Что стоит за этими совпадениями? В какой-то степени общая судьба: увлечение наукой, «передовыми идеями», духовный перелом, с последующим отказом от тех самых «передовых идей», которые составляли основу прежнего мировоззрения. Но так было со многими. В большей степени роднит Достоевского и Маликова то, что они оба, отказавшись от набора революционных идей, свойственных кругу их общения, не отказались от собственного идеала, от стремления воплотить в жизнь принципы добра и справедливости. Сближает их и то, что оба на протяжении всей жизни напряженно искали выход из тупика социальной вражды.


Если идеи Ф.М. Достоевского вычитанные в его книгах и публицистике были способны подтолкнуть развитие мысли А.К. Маликова (впрочем, было ли так, а если да, то в какой степени, мы можем только догадываться, исходя из уже отмеченных сближений), то беседы с К.П. Победоносцевым, о которых уже упоминалось выше, оказали на создателя «системы» богочеловечества непосредственное влияние. По крайней мере, одна его мысль, неоднократно повторяемая в статьях, вплотную соприкасается с идеями Маликова. В статье «Болезни нашего времени» она выражена так: «В наше время умами владеет, в так называемой интеллигенции, вера в общие начала, в логическое построение жизни и общества по общим началам. Вот новейшие фетиши, заменившие для нас старых идолов, но, в сущности, и мы, так же как прапрадеды наши творим себе кумира и ему поклоняемся. Разве не кумиры для нас такие понятия и слова, как, например, свобода, равенство, братство, со всеми своими применениями и разветвлениями? (…) Вера в общие начала есть великое заблуждение нашего времени» [63,78].

Эта мысль К. П. Победоносцева настолько полно совпадает с критикой Маликовым «абстрактного идеализма» революционеров, насколько это вообще возможно у разных авторов. Но все дело в том, что на этом сходство и кончается. Победоносцев – ярый проповедник существующей веры и действующей церкви. Маликов – ярый «отрицатель» того и другого.


Два момента сближают теорию Маликова с позитивной философией О. Конта. Первый: и для Конта и для Маликова определяющим фактором в истории выступает сознание людей, их способность изменять сначала себя, свой внутренний мир, а затем уже окружающую среду. Второй: общество нуждается в новой общей идее, в новой действенной религии. Впрочем, эта мысль могла появиться у Маликова вследствие внимательного знакомства с трудами Гегеля, а могла быть навеяна даже самым поверхностным знакомством с сочинениями Фейербаха. Иначе говоря, эта мысль «витала в воздухе». И уловил ее отнюдь не один Маликов.

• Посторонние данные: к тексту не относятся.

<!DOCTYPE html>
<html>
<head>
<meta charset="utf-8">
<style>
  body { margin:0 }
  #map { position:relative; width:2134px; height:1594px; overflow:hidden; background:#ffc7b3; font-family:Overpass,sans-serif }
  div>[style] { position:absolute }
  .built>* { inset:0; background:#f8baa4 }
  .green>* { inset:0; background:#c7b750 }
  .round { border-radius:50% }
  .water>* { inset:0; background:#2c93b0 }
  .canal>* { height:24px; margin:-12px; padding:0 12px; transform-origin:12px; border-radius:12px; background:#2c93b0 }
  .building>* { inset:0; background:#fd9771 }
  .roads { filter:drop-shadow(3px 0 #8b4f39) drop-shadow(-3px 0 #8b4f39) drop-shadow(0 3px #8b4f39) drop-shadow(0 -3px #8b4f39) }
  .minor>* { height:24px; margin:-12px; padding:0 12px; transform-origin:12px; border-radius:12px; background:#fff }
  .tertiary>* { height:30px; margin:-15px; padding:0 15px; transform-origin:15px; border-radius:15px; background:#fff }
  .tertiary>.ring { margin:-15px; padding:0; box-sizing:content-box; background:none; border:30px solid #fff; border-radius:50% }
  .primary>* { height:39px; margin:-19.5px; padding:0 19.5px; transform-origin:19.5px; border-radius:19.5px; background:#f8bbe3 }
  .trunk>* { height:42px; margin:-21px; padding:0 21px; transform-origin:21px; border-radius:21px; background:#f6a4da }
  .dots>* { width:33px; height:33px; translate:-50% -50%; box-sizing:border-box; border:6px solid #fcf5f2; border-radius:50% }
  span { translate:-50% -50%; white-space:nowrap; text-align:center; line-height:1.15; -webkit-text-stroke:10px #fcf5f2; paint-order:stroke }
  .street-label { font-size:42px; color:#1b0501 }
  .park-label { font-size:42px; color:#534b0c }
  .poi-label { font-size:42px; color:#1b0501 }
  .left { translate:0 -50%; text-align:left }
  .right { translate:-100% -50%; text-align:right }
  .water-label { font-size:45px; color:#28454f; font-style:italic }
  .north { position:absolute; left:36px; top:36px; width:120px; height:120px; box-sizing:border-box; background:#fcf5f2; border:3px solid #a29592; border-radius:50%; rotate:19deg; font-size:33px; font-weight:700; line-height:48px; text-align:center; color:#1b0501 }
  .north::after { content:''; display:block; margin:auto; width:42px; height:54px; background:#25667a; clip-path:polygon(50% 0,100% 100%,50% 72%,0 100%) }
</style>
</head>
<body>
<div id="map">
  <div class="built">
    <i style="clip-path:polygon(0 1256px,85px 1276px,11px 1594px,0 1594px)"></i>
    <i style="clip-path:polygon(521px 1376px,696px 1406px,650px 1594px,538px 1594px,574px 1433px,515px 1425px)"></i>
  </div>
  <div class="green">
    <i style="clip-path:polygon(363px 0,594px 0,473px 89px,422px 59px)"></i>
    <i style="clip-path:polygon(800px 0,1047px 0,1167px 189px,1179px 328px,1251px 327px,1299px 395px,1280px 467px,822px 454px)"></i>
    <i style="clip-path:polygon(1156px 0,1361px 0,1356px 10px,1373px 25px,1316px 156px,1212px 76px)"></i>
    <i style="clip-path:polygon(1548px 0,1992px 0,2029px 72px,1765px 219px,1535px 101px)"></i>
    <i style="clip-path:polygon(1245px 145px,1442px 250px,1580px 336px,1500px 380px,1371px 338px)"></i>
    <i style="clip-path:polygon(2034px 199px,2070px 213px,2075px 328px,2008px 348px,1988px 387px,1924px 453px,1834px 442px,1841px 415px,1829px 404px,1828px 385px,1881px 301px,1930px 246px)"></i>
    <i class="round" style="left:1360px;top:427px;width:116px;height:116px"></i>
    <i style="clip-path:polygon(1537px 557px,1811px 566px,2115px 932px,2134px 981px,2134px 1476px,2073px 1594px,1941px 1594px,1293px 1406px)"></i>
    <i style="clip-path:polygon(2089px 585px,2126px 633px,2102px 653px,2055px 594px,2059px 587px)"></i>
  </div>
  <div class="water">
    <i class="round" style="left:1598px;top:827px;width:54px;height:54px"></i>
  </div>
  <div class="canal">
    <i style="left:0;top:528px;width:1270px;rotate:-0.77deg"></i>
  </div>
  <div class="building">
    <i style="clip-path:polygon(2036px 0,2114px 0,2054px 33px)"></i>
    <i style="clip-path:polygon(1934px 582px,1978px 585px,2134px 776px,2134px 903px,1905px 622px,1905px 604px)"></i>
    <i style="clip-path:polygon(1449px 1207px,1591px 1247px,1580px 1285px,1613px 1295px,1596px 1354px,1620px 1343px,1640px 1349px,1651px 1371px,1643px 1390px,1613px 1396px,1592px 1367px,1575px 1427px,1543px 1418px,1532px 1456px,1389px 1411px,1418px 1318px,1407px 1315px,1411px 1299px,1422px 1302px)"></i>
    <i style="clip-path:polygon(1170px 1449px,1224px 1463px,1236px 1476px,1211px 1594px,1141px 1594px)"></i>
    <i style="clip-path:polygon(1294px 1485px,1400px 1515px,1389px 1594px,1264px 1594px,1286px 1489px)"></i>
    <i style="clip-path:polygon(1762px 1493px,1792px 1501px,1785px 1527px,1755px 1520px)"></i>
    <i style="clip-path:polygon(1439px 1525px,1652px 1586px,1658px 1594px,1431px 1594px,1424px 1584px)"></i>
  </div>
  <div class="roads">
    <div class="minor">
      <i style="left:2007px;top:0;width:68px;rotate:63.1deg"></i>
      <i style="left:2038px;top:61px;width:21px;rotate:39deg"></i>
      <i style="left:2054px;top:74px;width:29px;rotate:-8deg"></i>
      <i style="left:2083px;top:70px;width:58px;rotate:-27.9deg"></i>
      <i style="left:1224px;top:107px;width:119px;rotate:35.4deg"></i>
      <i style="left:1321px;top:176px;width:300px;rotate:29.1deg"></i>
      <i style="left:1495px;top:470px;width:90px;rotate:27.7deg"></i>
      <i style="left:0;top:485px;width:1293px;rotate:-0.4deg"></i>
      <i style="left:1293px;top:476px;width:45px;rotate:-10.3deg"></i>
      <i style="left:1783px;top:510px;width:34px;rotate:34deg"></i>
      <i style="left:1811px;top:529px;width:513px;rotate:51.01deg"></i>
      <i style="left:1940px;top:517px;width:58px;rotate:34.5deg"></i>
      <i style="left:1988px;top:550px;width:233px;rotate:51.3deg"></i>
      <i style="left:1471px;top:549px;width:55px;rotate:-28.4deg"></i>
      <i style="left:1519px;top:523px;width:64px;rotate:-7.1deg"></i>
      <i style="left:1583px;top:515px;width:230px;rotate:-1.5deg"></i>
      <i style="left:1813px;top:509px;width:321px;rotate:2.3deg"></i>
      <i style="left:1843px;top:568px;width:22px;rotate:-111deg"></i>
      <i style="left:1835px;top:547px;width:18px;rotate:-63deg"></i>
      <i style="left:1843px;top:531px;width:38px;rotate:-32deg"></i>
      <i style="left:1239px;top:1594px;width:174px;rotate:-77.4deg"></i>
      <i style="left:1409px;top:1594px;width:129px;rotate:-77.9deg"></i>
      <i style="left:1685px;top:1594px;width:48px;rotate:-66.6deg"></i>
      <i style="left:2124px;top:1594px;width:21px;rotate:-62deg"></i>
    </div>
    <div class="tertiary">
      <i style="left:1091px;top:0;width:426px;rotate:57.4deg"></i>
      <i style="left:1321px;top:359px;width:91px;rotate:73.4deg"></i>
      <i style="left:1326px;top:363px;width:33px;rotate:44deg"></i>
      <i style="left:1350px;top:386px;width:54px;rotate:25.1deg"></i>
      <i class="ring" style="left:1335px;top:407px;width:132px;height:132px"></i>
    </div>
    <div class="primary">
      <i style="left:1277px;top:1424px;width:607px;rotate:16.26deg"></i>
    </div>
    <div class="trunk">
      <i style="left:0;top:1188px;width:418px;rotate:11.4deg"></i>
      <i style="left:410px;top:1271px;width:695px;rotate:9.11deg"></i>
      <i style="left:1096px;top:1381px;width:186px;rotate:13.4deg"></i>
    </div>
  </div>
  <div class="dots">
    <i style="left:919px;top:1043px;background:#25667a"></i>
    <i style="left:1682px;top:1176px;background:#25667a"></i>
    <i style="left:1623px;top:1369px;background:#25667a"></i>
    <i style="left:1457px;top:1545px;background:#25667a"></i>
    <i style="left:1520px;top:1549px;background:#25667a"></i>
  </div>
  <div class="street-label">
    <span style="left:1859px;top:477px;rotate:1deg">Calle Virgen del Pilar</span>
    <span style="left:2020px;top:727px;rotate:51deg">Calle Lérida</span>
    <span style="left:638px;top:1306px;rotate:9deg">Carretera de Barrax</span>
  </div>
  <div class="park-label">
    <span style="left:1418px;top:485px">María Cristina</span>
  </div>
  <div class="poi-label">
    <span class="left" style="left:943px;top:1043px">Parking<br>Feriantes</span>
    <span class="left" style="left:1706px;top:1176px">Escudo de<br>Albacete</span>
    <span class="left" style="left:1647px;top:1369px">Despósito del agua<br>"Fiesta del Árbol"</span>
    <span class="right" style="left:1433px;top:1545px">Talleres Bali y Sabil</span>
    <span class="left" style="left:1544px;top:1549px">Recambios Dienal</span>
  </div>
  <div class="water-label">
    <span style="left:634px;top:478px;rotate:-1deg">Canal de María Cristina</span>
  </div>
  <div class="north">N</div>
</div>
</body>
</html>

В том же самом 1874 г. в № 3 журнала «Вперед!», издаваемом П.Л. Лавровым, появилось «Письмо коммуниста», подписанное: «В. Фрей». Автор письма – Владимир Константинович. Гейнс (сыгравший, впоследствии, большую роль в истории «богочеловечества») доказывал необходимость выработки религиозного сознания у тех людей, которые, не дожидаясь торжества революции, поселяются в отдельных общинах и стараются немедленно воплотить в жизнь принципы коммунизма. В частности он писал: «Ими теперь руководит глубокая вера в разумность своего предприятия, и этой верой, подобно древним христианам, они победят мир» [113,141]. Но Фрей целиком воспринял контовскую «Религию человечества», а у Маликова мы находим гораздо больше различного с тем, что писал французский мыслитель, чем их сближающего.

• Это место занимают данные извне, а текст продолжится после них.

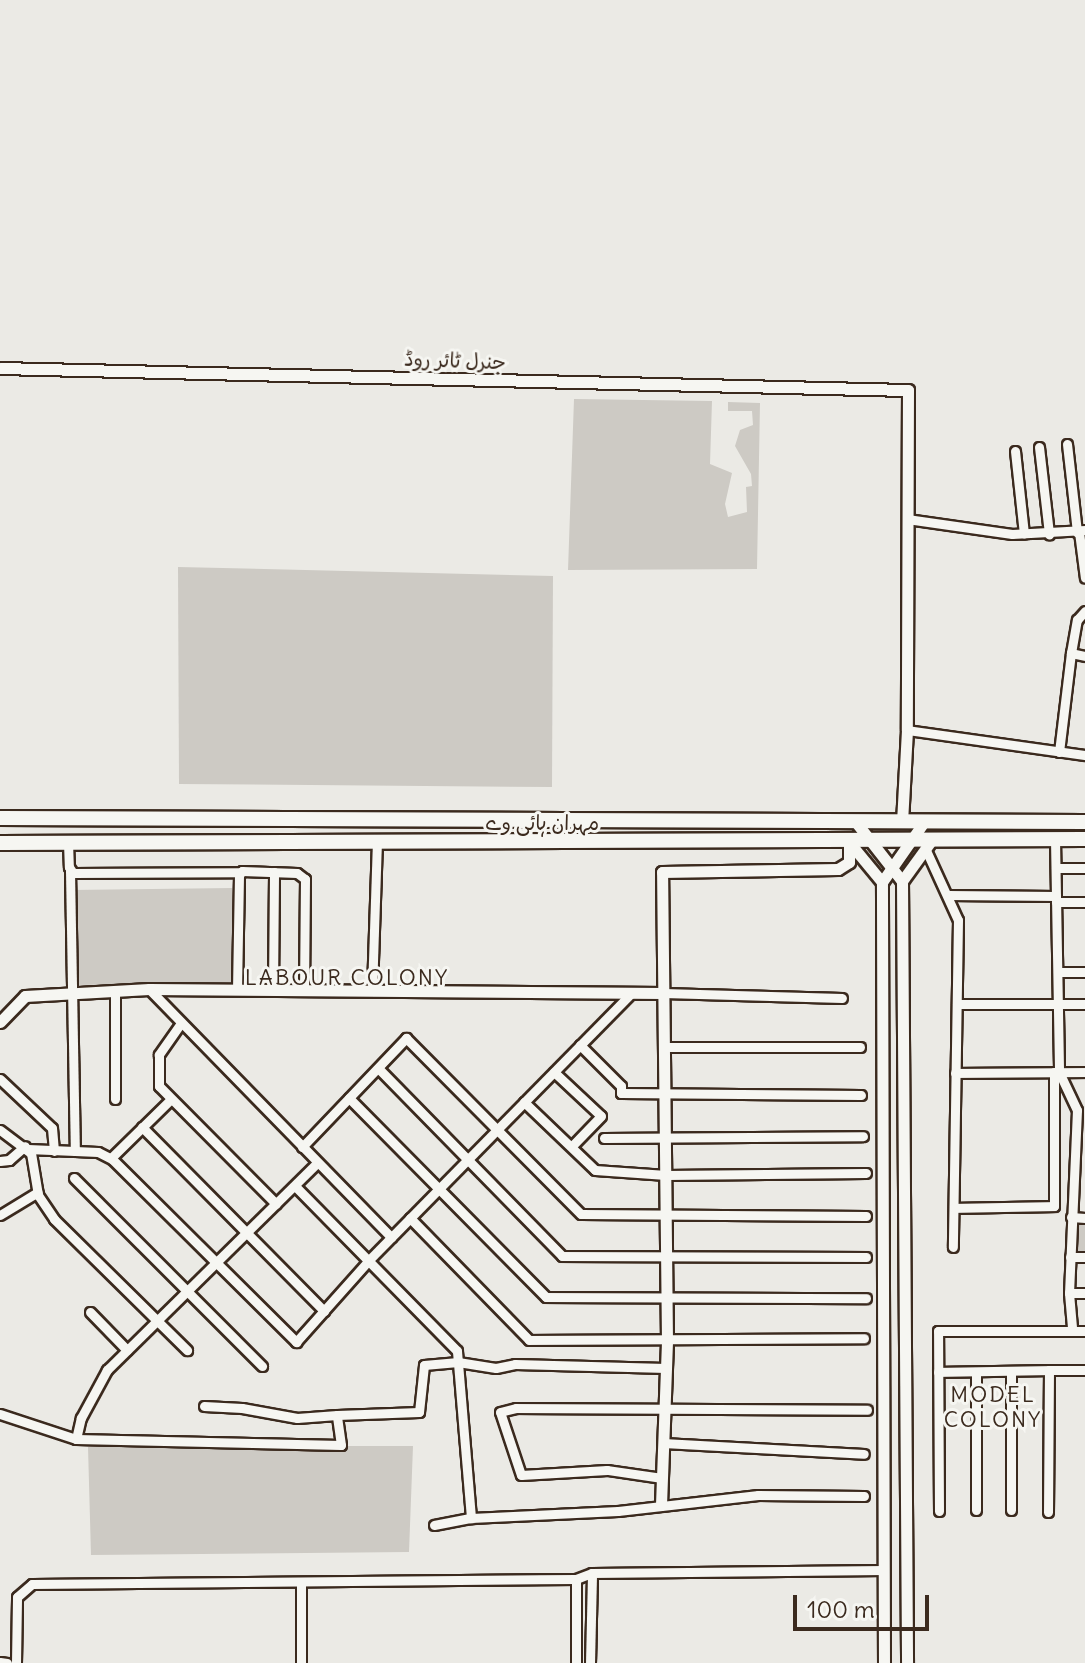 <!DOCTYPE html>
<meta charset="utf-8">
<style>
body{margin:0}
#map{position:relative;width:1085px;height:1663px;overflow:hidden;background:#ebeae5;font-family:Delius,"Playpen Sans Arabic",sans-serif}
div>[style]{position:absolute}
.green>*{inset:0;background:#cdcac4}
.roads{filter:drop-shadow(2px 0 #3b2a1e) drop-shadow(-2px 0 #3b2a1e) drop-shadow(0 2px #3b2a1e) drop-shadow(0 -2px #3b2a1e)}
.minor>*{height:9px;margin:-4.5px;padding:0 4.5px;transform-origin:4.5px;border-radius:4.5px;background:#f6f6f2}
.tertiary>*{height:11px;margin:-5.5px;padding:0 5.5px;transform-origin:5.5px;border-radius:5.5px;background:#f6f6f2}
.primary>*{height:14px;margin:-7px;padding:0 7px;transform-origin:7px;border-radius:7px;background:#f6f6f2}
span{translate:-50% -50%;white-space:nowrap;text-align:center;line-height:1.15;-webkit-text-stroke:6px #f6f6f2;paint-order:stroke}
.street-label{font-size:20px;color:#3b2a1e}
.neighbourhood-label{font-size:22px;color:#3b2a1e;letter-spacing:2px}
.scale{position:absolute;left:793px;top:1595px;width:136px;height:36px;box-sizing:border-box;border:4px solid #3b2a1e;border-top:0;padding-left:10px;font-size:24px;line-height:28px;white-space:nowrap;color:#3b2a1e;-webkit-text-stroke:6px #f6f6f2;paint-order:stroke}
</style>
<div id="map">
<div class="green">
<div style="clip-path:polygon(574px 399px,712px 401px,710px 464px,732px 473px,725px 504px,728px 517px,747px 512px,746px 487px,752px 486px,751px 474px,735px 446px,740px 430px,753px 425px,752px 411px,728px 411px,728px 402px,760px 403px,757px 569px,568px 570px)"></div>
<div style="clip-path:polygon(178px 567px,553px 576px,552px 787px,179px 784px)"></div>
<div style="clip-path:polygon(232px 888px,233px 983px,74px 985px,72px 890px)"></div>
<div style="clip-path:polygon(1074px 1222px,1085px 1222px,1085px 1254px,1073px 1254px)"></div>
<div style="clip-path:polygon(168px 1446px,413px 1446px,409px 1552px,91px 1555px,88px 1447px)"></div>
</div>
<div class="roads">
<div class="minor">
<div style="left:1067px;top:444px;width:89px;rotate:83.5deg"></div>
<div style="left:1039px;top:447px;width:88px;rotate:83.4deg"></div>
<div style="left:1015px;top:451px;width:83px;rotate:83.8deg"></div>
<div style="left:907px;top:519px;width:106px;rotate:8.1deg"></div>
<div style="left:1012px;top:534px;width:73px;rotate:-3.1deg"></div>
<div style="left:1079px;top:532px;width:46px;rotate:82.6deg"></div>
<div style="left:1071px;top:653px;width:14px;rotate:12deg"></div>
<div style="left:907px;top:730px;width:180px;rotate:8deg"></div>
<div style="left:1059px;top:752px;width:100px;rotate:-83.1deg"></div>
<div style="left:1071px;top:653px;width:34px;rotate:-80deg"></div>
<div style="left:1077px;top:620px;width:12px;rotate:-48deg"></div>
<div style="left:1055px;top:839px;width:233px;rotate:89deg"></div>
<div style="left:1059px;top:1072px;width:42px;rotate:64.7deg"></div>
<div style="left:1077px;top:1110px;width:183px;rotate:92.5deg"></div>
<div style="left:1069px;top:1293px;width:38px;rotate:85deg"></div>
<div style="left:68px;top:842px;width:25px;rotate:88deg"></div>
<div style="left:69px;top:867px;width:7px;rotate:56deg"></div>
<div style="left:73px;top:873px;width:167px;rotate:-0.3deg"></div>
<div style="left:925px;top:848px;width:79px;rotate:65.4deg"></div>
<div style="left:958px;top:920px;width:327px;rotate:90.9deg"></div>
<div style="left:1056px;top:868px;width:29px"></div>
<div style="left:70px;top:871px;width:280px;rotate:89deg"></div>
<div style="left:948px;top:895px;width:108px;rotate:0.5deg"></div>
<div style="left:1056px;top:902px;width:29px"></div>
<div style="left:1058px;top:972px;width:27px"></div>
<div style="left:149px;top:989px;width:347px;rotate:45.7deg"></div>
<div style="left:237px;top:990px;width:115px;rotate:-89deg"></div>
<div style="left:239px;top:875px;width:5px;rotate:-53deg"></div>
<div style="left:242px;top:871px;width:55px;rotate:2.1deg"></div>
<div style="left:297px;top:873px;width:10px;rotate:37deg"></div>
<div style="left:305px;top:879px;width:112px;rotate:90.5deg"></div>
<div style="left:273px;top:990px;width:118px;rotate:-89.5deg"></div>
<div style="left:372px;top:991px;width:148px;rotate:-88.1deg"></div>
<div style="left:663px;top:993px;width:179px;rotate:1.6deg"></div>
<div style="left:957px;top:1004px;width:128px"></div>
<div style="left:181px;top:1023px;width:39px;rotate:125deg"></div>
<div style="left:159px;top:1055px;width:31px;rotate:90deg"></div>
<div style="left:159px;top:1086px;width:166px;rotate:45.2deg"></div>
<div style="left:580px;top:1045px;width:58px;rotate:45deg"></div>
<div style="left:621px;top:1086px;width:7px;rotate:90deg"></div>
<div style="left:621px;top:1093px;width:240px;rotate:0.5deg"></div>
<div style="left:665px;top:1047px;width:195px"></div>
<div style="left:378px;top:1068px;width:263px;rotate:45.6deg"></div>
<div style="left:562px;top:1256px;width:304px;rotate:0.2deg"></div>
<div style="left:554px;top:1072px;width:64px;rotate:43.1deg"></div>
<div style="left:601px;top:1116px;width:42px;rotate:134deg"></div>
<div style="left:955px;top:1073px;width:130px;rotate:-0.4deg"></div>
<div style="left:0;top:1079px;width:71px;rotate:43.3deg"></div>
<div style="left:52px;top:1128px;width:23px;rotate:85deg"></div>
<div style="left:349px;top:1098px;width:280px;rotate:45.3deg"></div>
<div style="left:546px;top:1297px;width:320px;rotate:0.2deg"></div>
<div style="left:115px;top:1099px;width:108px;rotate:-90deg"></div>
<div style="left:524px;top:1102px;width:98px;rotate:43.8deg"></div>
<div style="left:595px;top:1170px;width:71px;rotate:4deg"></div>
<div style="left:666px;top:1175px;width:200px;rotate:-0.6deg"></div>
<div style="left:142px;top:1127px;width:259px;rotate:45.3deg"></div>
<div style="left:0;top:1130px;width:39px;rotate:37deg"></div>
<div style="left:31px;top:1153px;width:43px;rotate:80.5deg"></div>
<div style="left:38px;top:1195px;width:29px;rotate:56deg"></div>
<div style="left:54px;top:1219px;width:187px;rotate:44.6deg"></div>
<div style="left:604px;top:1138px;width:259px;rotate:-0.4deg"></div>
<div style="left:302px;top:1147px;width:151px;rotate:-46.3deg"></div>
<div style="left:406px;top:1038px;width:248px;rotate:45.2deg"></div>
<div style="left:581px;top:1214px;width:285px;rotate:0.4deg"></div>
<div style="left:28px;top:1149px;width:70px;rotate:2.5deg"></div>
<div style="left:98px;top:1152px;width:16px;rotate:27deg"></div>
<div style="left:112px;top:1159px;width:260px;rotate:44.8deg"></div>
<div style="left:296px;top:1342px;width:110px;rotate:-48.3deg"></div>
<div style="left:369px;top:1260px;width:374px;rotate:-45.5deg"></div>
<div style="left:111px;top:1158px;width:84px;rotate:-44.5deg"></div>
<div style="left:0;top:1161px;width:9px;rotate:-6deg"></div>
<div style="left:9px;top:1160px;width:21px;rotate:-41deg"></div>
<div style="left:74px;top:1178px;width:266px;rotate:45deg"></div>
<div style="left:295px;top:1186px;width:231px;rotate:45.5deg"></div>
<div style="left:457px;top:1351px;width:168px;rotate:85.2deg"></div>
<div style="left:471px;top:1518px;width:147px;rotate:-2.7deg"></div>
<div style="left:618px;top:1511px;width:141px;rotate:-6.5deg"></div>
<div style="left:758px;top:1495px;width:106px;rotate:0.5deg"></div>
<div style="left:954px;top:1208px;width:100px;rotate:-1.1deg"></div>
<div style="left:1054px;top:1206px;width:134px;rotate:-90deg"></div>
<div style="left:0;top:1215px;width:44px;rotate:-31.2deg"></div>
<div style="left:1071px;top:1217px;width:14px;rotate:4deg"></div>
<div style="left:410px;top:1218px;width:170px;rotate:45.7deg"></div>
<div style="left:529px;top:1340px;width:335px;rotate:-0.3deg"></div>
<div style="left:1070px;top:1257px;width:15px"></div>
<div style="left:1069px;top:1293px;width:16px"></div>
<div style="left:90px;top:1312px;width:53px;rotate:45.8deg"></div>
<div style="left:1049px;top:1370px;width:36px"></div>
<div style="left:938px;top:1372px;width:111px;rotate:-1deg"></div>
<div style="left:1049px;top:1370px;width:142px;rotate:90.4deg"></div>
<div style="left:976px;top:1372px;width:138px;rotate:90deg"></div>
<div style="left:1011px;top:1372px;width:138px;rotate:90deg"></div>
<div style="left:204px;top:1406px;width:38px;rotate:3deg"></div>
<div style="left:242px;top:1408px;width:56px;rotate:10.3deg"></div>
<div style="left:297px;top:1418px;width:40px;rotate:-4.3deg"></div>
<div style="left:0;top:1414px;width:80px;rotate:18.2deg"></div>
<div style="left:76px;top:1439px;width:265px;rotate:1.3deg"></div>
<div style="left:341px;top:1445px;width:30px;rotate:-98deg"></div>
<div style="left:337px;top:1415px;width:82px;rotate:-2.1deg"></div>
<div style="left:419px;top:1412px;width:47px;rotate:-83.9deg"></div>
<div style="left:424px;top:1365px;width:34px;rotate:-5deg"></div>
<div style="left:458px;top:1362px;width:38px;rotate:9deg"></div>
<div style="left:496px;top:1368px;width:19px;rotate:-12deg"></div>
<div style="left:515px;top:1364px;width:151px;rotate:1.5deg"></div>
<div style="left:76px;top:1439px;width:22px;rotate:-77deg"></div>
<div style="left:81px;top:1418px;width:55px;rotate:-61.6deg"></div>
<div style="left:107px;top:1370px;width:295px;rotate:-44.6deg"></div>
<div style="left:663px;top:1443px;width:201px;rotate:3.1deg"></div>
<div style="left:662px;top:1478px;width:56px;rotate:-171.7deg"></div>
<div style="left:607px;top:1470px;width:86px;rotate:176.7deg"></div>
<div style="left:521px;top:1475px;width:66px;rotate:-108.4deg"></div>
<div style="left:500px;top:1412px;width:16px;rotate:-14deg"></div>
<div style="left:516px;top:1408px;width:351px;rotate:0.3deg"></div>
<div style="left:939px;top:1511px;width:180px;rotate:-90.3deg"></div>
<div style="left:938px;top:1331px;width:147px"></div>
<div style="left:434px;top:1525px;width:38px;rotate:-11deg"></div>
<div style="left:576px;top:1579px;width:84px;rotate:90deg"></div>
<div style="left:301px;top:1583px;width:80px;rotate:90deg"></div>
<div style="left:0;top:1662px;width:7px;rotate:8deg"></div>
<div style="left:16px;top:1663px;width:66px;rotate:-89.1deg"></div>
<div style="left:17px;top:1597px;width:20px;rotate:-41deg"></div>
<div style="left:32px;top:1584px;width:544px;rotate:-0.53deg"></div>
<div style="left:576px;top:1579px;width:17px;rotate:-21deg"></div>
<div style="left:592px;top:1573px;width:292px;rotate:-0.6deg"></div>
<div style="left:590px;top:1663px;width:90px;rotate:-88.7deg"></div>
</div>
<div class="tertiary">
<div style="left:0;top:368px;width:908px;rotate:1.39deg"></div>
<div style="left:908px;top:390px;width:340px;rotate:90.2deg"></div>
<div style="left:907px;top:730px;width:92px;rotate:93.1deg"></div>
<div style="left:855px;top:821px;width:76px;rotate:51.9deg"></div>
<div style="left:902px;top:881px;width:782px;rotate:89.63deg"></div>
<div style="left:849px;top:842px;width:52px;rotate:50.5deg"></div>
<div style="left:902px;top:881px;width:49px;rotate:-54.1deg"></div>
<div style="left:0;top:1022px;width:36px;rotate:-46deg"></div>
<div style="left:25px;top:996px;width:124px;rotate:-3.2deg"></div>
<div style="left:149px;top:989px;width:514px;rotate:0.45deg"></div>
<div style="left:661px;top:1505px;width:164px;rotate:-87.9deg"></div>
<div style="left:667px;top:1341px;width:469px;rotate:-90.6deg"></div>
<div style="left:662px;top:872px;width:176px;rotate:-1deg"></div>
<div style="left:838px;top:869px;width:13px;rotate:-32deg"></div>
<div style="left:849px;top:862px;width:20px;rotate:-90deg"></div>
<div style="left:884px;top:1663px;width:781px;rotate:-90.15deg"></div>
<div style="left:882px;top:882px;width:73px;rotate:-55deg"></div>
</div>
<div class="primary">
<div style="left:0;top:818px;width:1085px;rotate:0.21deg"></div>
<div style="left:0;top:843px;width:1085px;rotate:-0.21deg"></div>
</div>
</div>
<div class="street-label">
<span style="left:455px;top:360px;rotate:2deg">جنرل ٹائر روڈ</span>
<span style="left:542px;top:822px">مہران ہائی وے</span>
</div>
<div class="neighbourhood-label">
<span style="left:347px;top:978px">LABOUR COLONY</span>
<span style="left:993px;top:1407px">MODEL<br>COLONY</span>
</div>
<div class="scale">100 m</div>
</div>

Как уже было отмечено выше, Маликов считал религию Конта «фантастической, выдуманной религией». Даже по общему пункту их рассуждений – отрицанию насилия – имелись существенные расхождения. Они касались, прежде всего, целей, ради которых насилие отвергается. Цель Конта – сохранение уже действующих в обществе правил. «Порядок, – писал он, – всегда составлял основное условие прогресса, и обратно, прогресс является необходимой целью порядка» [38,50]. Цель Маликова – изменить существующий порядок и утвердить совершенно новые правила человеческого общежития. Но еще более существенным является в различном отношении к человеку, к личности. Если для Маликова человек – венец природы, ее цель, а прогресс состоит в самопознании человека, то для Конта «человек в собственном смысле не существует, существовать может только человечество» [38,50].


Все вышеприведенные сближения относятся к первому или второму типу, из тех, что мы обозначили раньше. Для поисков же подлинных источников, видимо следует обратиться к авторам того круга, который был близок прежнему Маликову – нигилисту 1860-х гг. А такими авторами могли быть только социалисты. В том направлении общественной мысли, которое сейчас называется «утопическим социализмом», стремление к мирной проповеди – явление нередкое. У Сен-Симона читаем:

«Единственное средство, каким будут пользоваться друзья человечества, это проповедь, как устная, так и письменная. Они будут проповедовать королям (…) Они будут проповедовать народам (…) Друзья человечества будут продолжать свою устную и письменную проповедь столько времени, сколько окажется необходимым, чтобы побудить государей (..) осуществить те перемены в организации общества, которых потребует прогресс просвещения, общий интерес населения, настоятельный и непосредственный интерес громадного большинства» [70,92–93].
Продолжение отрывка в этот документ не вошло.